Graph-based approach

The second part of the experiment is based on testing a graph-based approach on a daily basis, that simulated the connections of business users to external hosts. In fact, each node of the graph can represent a user or a host, and each edge represents the connection that a certain user has made with a certain host. It is possible to think of the graph obtained as a daily “portrait” of the communications of company users.

Constructed daily, with therefore all the relative changes, this graph is considered as a dynamic graph, and therefore studied day by day.

The algorithm on the graph makes use of the Pregel API, offered by Spark GraphX, to allow, through a scoring system, the detection of new malicious hosts potentially harmful to the company that had never been discovered before (or had never been recognized as such).

Pregel IN and Pregel OUT

The purpose of the first use of the pregel paradigm, called Pregel IN, is to accumulate scores among users. If a user has had a connection with a malicious host (whose maliciousness is known a priori) he is then entitled to earn his score. Each user, in the end, will then have an accumulated score equal to the sum of the scores of all hosts they have connected to.

Pregel IN Phase: messages go from Hosts to Users

The second use of Pregel, called Pregel OUT, which makes use of the score accumulated by the Pregel IN on the previous day, has the purpose of downloading the score uploaded by users to the hosts connected to that day. In fact, a user who uploaded a certain score on the previous day can be considered hacked, because he may have taken points only from malicious hosts (or that the proxy server considered as such) and can download it to the hosts it has connected to, the day considered, because most likely these will be malicious as well. These hosts on which the score is downloaded are certainly hosts not seen by the user the previous day, so this mechanism allows to identify new malicious hosts never seen before, or never known as such.

Pregel OUT Phase: messages go from Users to Hosts

Final results

In the last part of the experiment, the results of the statistical and graph-based approaches are compared.

The statistical approaches found quite good results, highlighting their great flexibility and ability to learn habitual behaviors for each individual, and being able to detect numerous potentially malicious hacked users within the company.

The graph approach, on the other hand, which unlike the previous one is not based on the learning of a specific behavior occurred in the past, but on a dynamic scoring system, allowed to detect in particular many malicious hosts external to the corporate network to which users are connecting, and which had never been identified as such before.

Both approaches, however, have proven to be very useful within the company, managing to provide security department teams with a very precise trail of possible malicious entities, allowing them to conduct their business analysis in a more precise and concrete way.

Conclusions

This article is intended to provide suggestions or approaches in Data-driven security domains.

We must not forget that the goodness of the solutions found, in any case, also depends on the quality of the starting dataset.
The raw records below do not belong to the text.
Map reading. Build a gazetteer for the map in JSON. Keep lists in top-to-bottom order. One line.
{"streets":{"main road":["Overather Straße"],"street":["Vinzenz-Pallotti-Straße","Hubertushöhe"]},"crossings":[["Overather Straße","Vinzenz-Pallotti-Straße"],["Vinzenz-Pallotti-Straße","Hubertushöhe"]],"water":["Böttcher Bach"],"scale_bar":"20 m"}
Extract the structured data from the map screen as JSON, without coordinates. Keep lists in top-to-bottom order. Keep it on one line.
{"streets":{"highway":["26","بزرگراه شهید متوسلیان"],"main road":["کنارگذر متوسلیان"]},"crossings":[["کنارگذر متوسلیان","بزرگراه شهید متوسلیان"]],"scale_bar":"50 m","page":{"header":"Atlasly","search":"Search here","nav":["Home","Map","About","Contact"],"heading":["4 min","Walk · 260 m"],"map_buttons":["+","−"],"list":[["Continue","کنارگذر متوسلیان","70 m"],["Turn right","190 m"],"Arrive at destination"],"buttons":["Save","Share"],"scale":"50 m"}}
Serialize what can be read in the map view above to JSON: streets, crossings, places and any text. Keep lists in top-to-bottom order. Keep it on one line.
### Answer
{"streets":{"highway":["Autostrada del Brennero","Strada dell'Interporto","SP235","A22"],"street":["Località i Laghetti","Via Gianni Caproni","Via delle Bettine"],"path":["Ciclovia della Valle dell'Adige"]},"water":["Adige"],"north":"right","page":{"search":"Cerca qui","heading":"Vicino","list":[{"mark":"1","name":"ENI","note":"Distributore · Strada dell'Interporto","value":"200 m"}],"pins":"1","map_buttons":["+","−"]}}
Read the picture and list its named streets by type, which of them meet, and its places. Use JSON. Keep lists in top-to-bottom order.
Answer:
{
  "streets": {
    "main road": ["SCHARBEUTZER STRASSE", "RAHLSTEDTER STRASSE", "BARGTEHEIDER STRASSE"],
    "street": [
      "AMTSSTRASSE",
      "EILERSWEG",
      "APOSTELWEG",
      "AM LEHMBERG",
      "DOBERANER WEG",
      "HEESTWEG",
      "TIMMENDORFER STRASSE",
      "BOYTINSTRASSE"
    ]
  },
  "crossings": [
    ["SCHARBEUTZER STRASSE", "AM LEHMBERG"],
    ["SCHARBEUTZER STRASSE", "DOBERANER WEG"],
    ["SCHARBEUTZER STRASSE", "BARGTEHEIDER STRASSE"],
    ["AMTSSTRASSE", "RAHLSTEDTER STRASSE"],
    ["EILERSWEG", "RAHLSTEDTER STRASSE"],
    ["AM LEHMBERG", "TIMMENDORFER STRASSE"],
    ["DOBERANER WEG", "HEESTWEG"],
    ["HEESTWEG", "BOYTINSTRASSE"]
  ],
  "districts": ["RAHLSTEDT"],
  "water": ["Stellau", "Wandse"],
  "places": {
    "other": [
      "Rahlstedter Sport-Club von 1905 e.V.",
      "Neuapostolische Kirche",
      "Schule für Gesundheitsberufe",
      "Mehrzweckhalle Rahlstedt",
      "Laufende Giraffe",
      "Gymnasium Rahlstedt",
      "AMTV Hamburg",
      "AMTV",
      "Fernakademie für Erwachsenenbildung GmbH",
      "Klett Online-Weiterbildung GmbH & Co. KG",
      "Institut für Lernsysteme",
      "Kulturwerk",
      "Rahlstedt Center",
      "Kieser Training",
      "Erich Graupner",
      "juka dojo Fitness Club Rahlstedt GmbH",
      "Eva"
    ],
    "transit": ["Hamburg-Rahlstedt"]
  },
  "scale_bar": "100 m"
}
But the great power of the solutions described in this article lies in the great customization and scalability that they have.

For the statistical approach, for example, it is very easy to integrate new features in the Feature Engineering part if there is more information in the starting dataset. For the graph approach, instead, it is possible to study a more complex scoring system if necessary.

In addition, another feature of the proposed solutions is the possibility to be easily integrated into other security environments, which may be different from corporate networks, such as banking, finance or insurance.